What hasn't changed?

What a whirlwind of change we are witnessing. When the time is right, things happen. Some Eastern traditions would call it the "auspicious time"; others might say, in "God's time". Eastern or Western points of view in this case amount to the same ideology that things move whenever greater forces are at work. Something is clearly at work, no matter how you look at it. With 100 days to go, change is breathing new life into the upcoming US Presidential election. Seeing new faces, it's easy to think that everything has changed and that we've turned a corner, no worries. But, look beneath the surface to see a whole 'nother story.

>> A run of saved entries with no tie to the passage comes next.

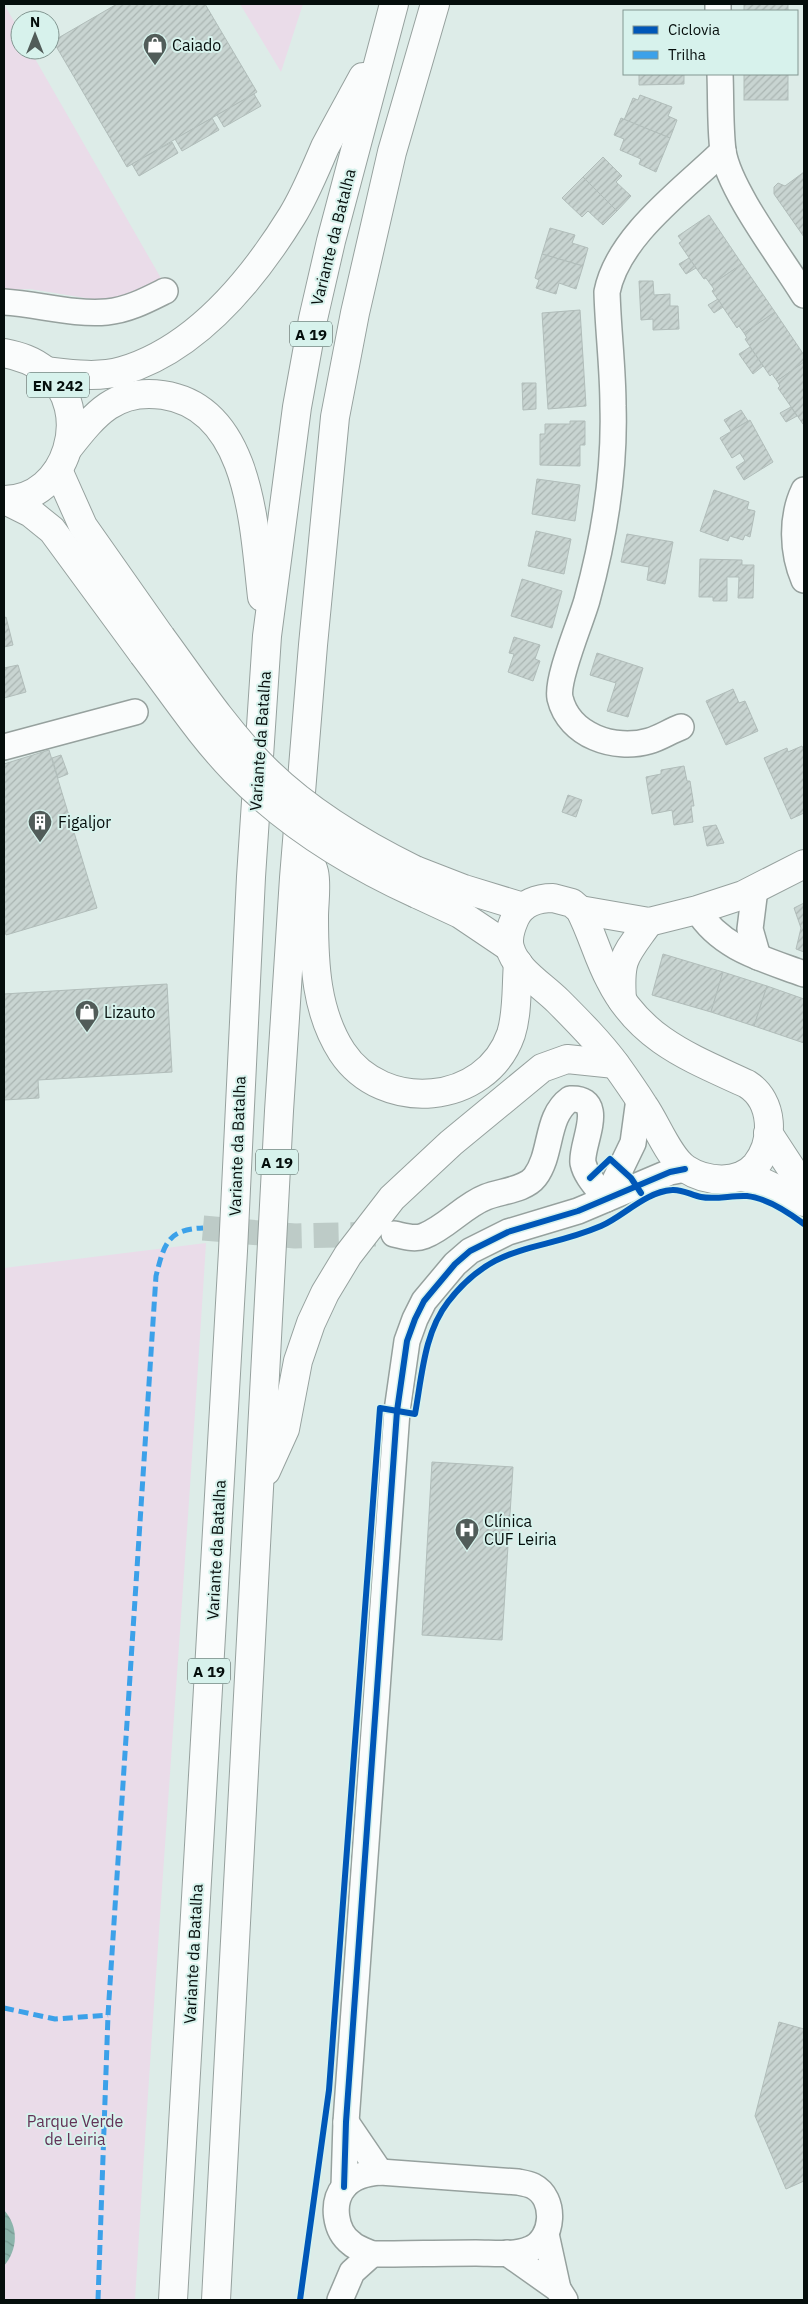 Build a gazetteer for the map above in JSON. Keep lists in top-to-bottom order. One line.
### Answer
{"streets":{"main road":["Variante da Batalha","A 19","EN 242"]},"parks":["Parque Verde de Leiria"],"places":{"shop":["Caiado","Lizauto"],"building":["Figaljor"],"hospital":["Clínica CUF Leiria"]},"legend":["Ciclovia","Trilha"],"north":"top"} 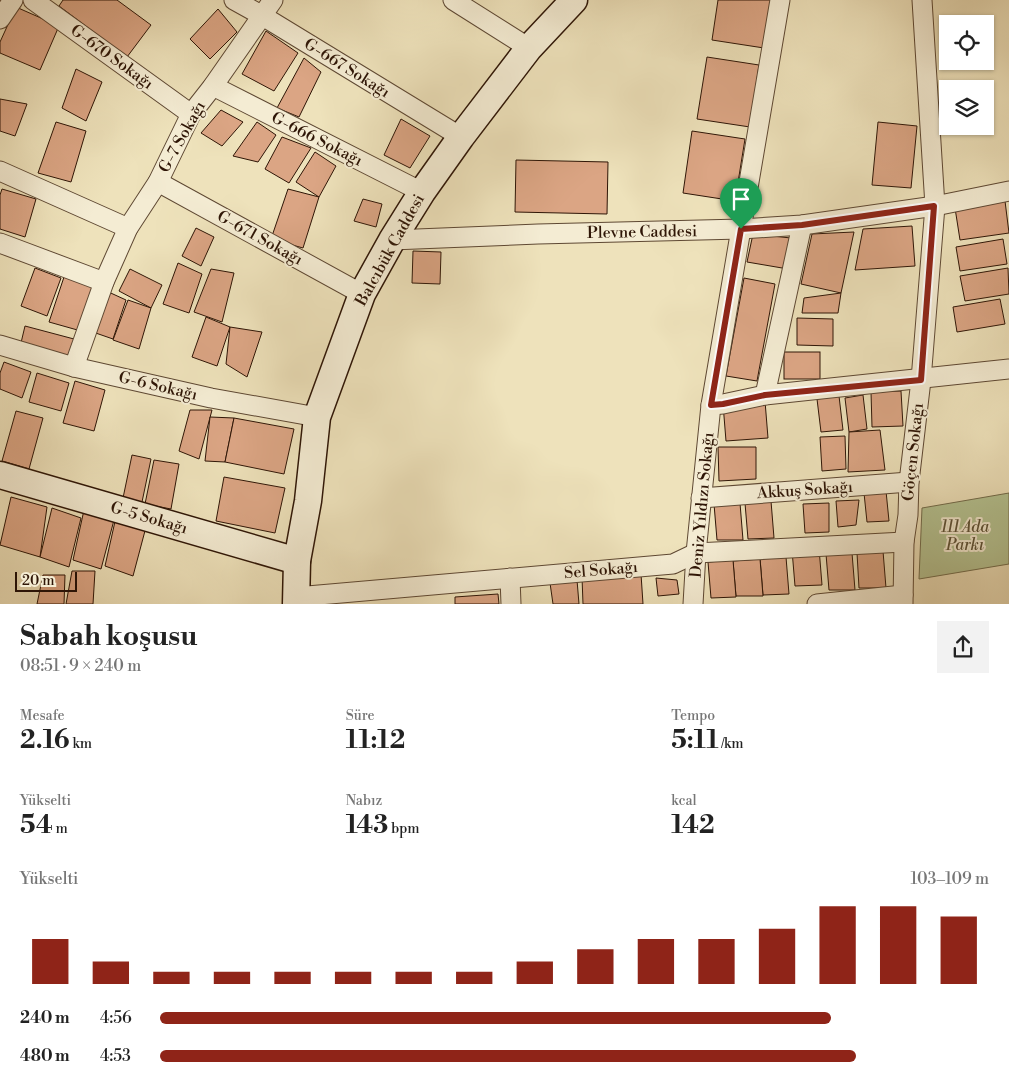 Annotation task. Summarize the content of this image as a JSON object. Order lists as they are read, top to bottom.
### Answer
{
  "streets": {
    "main road": ["Balcıbük Caddesi", "G-5 Sokağı"],
    "street": [
      "G-670 Sokağı",
      "G-667 Sokağı",
      "G-7 Sokağı",
      "G-666 Sokağı",
      "Plevne Caddesi",
      "G-671 Sokağı",
      "G-6 Sokağı",
      "Göçen Sokağı",
      "Akkuş Sokağı",
      "Deniz Yıldızı Sokağı",
      "Sel Sokağı"
    ]
  },
  "crossings": [
    ["G-670 Sokağı", "G-7 Sokağı"],
    ["G-667 Sokağı", "G-7 Sokağı"],
    ["G-667 Sokağı", "Balcıbük Caddesi"],
    ["G-7 Sokağı", "G-666 Sokağı"],
    ["G-7 Sokağı", "G-671 Sokağı"],
    ["G-7 Sokağı", "G-6 Sokağı"],
    ["G-666 Sokağı", "Balcıbük Caddesi"],
    ["Plevne Caddesi", "Balcıbük Caddesi"],
    ["Plevne Caddesi", "Göçen Sokağı"],
    ["Plevne Caddesi", "Deniz Yıldızı Sokağı"],
    ["G-671 Sokağı", "Balcıbük Caddesi"],
    ["Balcıbük Caddesi", "G-6 Sokağı"],
    ["Balcıbük Caddesi", "G-5 Sokağı"],
    ["Balcıbük Caddesi", "Sel Sokağı"],
    ["Göçen Sokağı", "Akkuş Sokağı"],
    ["Göçen Sokağı", "Sel Sokağı"],
    ["Akkuş Sokağı", "Deniz Yıldızı Sokağı"],
    ["Deniz Yıldızı Sokağı", "Sel Sokağı"]
  ],
  "parks": ["111 Ada Parkı"],
  "scale_bar": "20 m",
  "page": {
    "scale": "20 m",
    "heading": ["Sabah koşusu", "08:51 · 9 × 240 m"],
    "stats": [
      ["Mesafe", "2.16 km"],
      ["Süre", "11:12"],
      ["Tempo", "5:11 /km"],
      ["Yükselti", "54 m"],
      ["Nabız", "143 bpm"],
      ["kcal", "142"]
    ],
    "chart": ["Yükselti", "103–109 m"],
    "list": [
      {
        "name": "240 m",
        "note": "4:56"
      },
      {
        "name": "480 m",
        "note": "4:53"
      }
    ]
  }
} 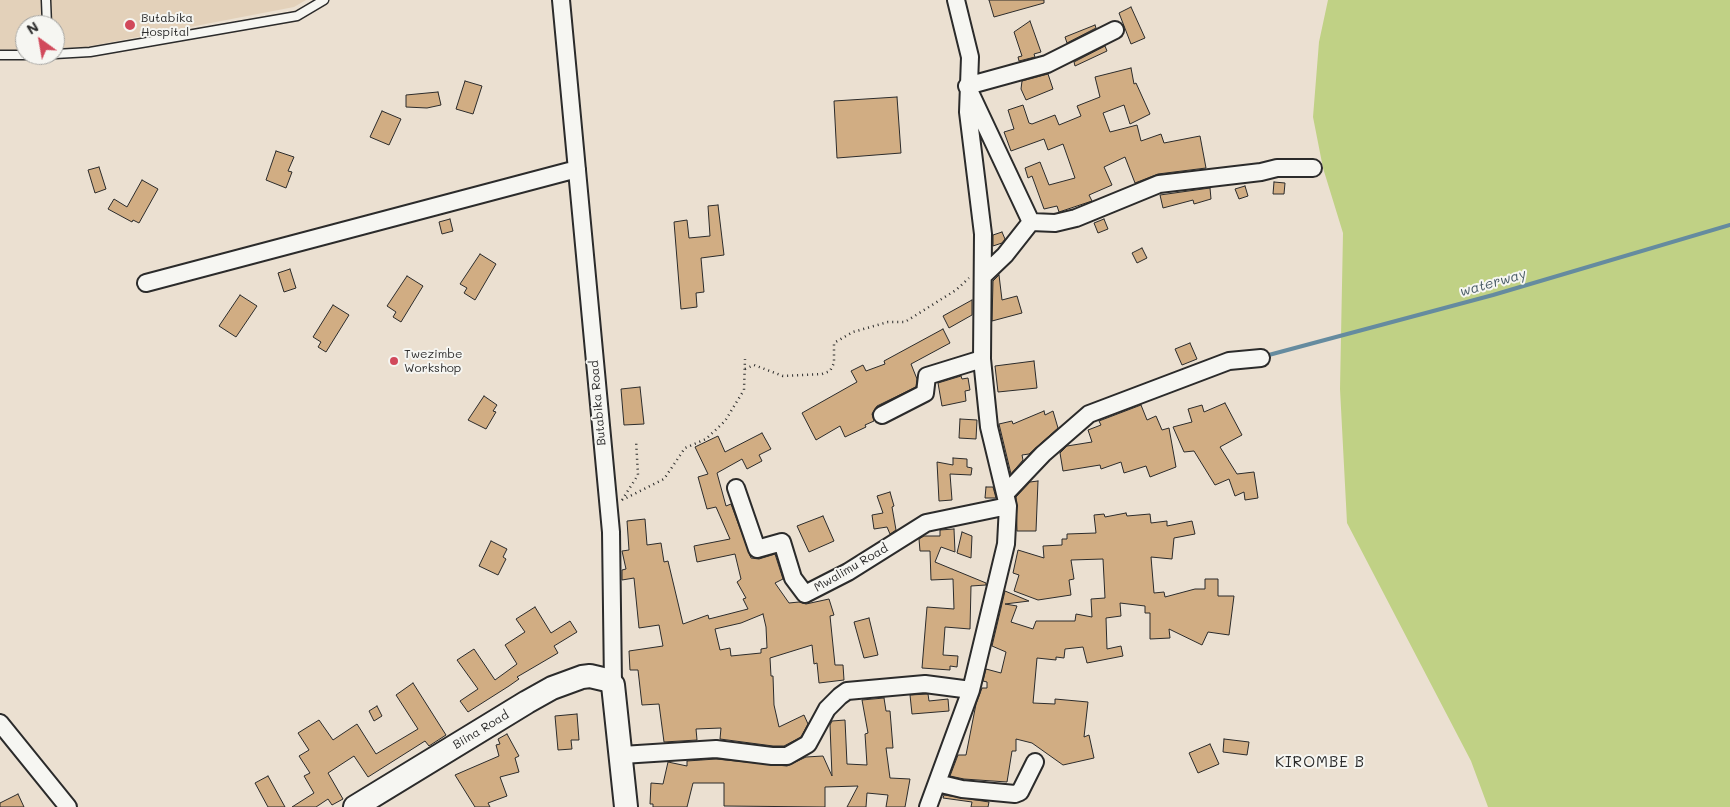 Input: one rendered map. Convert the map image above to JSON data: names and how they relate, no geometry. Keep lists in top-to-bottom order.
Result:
{
  "streets": {
    "main road": ["Butabika Road", "Biina Road"],
    "street": ["Mwalimu Road"]
  },
  "crossings": [
    ["Butabika Road", "Biina Road"]
  ],
  "districts": ["KIROMBE B"],
  "water": ["waterway"],
  "places": ["Butabika Hospital", "Twezimbe Workshop"],
  "north": "top left"
}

There has been zero change in the past week, nor will there be in the next four months to the hard right's agenda to end abortions; protect guns; deport migrants; ban books; eliminate LGBTQ+. Their message is loud and clear. They have written a manifesto, Project 2025, a mega 900-plus page document is an attempt to rewrite the United States Constitution. A side by side comparison of a small excerpt proves the point:


Chapter Two of Project 2025*

The great challenge confronting a conservative President is the existential need for aggressive use of the vast powers of the executive branch to return power— including power currently held by the executive branch—to the American people. Success in meeting that challenge will require a rare combination of boldness and self-denial: boldness to bend or break the bureaucracy to the presidential will and self-denial to use the bureaucratic machine to send power away from Washington and back to America’s families, faith communities, local governments, and states. Fortunately, a President who is willing to lead will find in the Executive Office of the President (EOP) the levers necessary to reverse this trend and impose a sound direction for the nation on the federal bureaucracy. The effectiveness of those EOP levers depends on the fundamental premise that it is the President’s agenda that should matter to the departments and agencies) that operate under his constitutional authority and that, as a general matter, it is the President’s chosen advisers who have the best sense of the President’s aims and intentions, both with respect to the policies he intends to enact and with respect to the interests that must be secured to govern successfully on behalf of the American people.



Article 2, Section 2 of the Constitution:**

He shall have Power, by and with the Advice and Consent of the Senate, to make Treaties, provided two thirds of the Senators present concur; and he shall nominate, and by and with the Advice and Consent of the Senate, shall appoint Ambassadors, other public Ministers and Consuls, Judges of the supreme Court, and all other Officers of the United States, whose Appointments are not herein otherwise provided for, and which shall be established by Law: but the Congress may by Law vest the Appointment of such inferior Officers, as they think proper, in the President alone, in the Courts of Law, or in the Heads of Departments.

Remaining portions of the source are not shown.